Nothing further received from you, since I wrote you last week—My boys have returned to School; and to close their holidays I went with them to Drury–Lane Theatre, and saw the Tragedy of Richard the third—The part of this amiable hero, was performed by Mr Kean, who is now the reigning favourite of the Public—They have mutilated this Play so much in their manner of getting it up, that it is hardly to be recognized for Shakespear’s, and Kean tears the passions of Poor Richard to rags and tatters. He is nevertheless, one of the greatest tragic actors I have seen—There were two or three passages in the Play, of which the Audience seemed disposed to make applications to the present times; but neither hypocrisy, nor cruelty are the personal vices of Princes in this age.
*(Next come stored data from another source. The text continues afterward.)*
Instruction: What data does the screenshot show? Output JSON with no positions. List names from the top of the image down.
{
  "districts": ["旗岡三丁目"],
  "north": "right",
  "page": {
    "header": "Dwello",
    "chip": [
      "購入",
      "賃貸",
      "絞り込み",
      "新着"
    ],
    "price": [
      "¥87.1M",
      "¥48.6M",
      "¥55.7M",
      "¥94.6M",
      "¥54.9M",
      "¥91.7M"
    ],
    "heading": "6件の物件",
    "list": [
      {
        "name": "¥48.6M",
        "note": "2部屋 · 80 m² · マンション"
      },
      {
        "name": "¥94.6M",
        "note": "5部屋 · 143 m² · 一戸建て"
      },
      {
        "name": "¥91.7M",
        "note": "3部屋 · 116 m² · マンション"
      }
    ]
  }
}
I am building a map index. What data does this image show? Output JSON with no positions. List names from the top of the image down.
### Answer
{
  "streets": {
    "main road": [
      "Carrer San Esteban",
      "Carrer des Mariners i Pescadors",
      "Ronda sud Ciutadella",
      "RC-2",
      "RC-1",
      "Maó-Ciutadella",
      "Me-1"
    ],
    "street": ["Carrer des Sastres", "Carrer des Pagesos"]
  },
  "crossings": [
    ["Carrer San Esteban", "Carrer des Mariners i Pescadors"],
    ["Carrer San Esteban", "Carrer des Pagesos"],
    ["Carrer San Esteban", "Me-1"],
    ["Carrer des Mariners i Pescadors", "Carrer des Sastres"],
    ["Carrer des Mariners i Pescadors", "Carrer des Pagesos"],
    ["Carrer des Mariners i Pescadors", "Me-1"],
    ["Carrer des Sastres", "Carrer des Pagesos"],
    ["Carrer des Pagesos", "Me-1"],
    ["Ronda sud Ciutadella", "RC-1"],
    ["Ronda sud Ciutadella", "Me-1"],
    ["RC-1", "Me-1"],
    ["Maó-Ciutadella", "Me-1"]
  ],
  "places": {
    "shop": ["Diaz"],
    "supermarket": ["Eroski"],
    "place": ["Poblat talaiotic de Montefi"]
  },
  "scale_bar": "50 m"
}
The bullets supposed to have been shot at the Prince Regent have not been found, and the prevailing opinion seems to be, that they were only common Stones—Soldiers have a prejudice that it is a more genteel way of dying, (even if under a sentence of execution) by a file of Soldiers, than by a hangman—Princes may perhaps be more willing to be shot at with bullets, than stoned with Stones—Both indeed may happen to the best of men, even for their best of actions, but assassination, is more likely to prove the existence of a plot, than mere mobbing—Plots are the order of the day, and as there are a vast number of Petitions for a Reform of Parliament, Government are attempting to make a plot out of them—All parties in Parliament have declared themselves against the Reform demanded; and an Act of Parliament is to be passed to present meetings of the People for such Petitions—These restrictions upon the popular feelings have proved effectual on a former occasion in many respects similar to the present, and will prove effectual now, as long as the Government can provide for the interest of the public debt—Till that fails, nothing very serious is likely to happen in this Country.—
MHi: Adams Papers.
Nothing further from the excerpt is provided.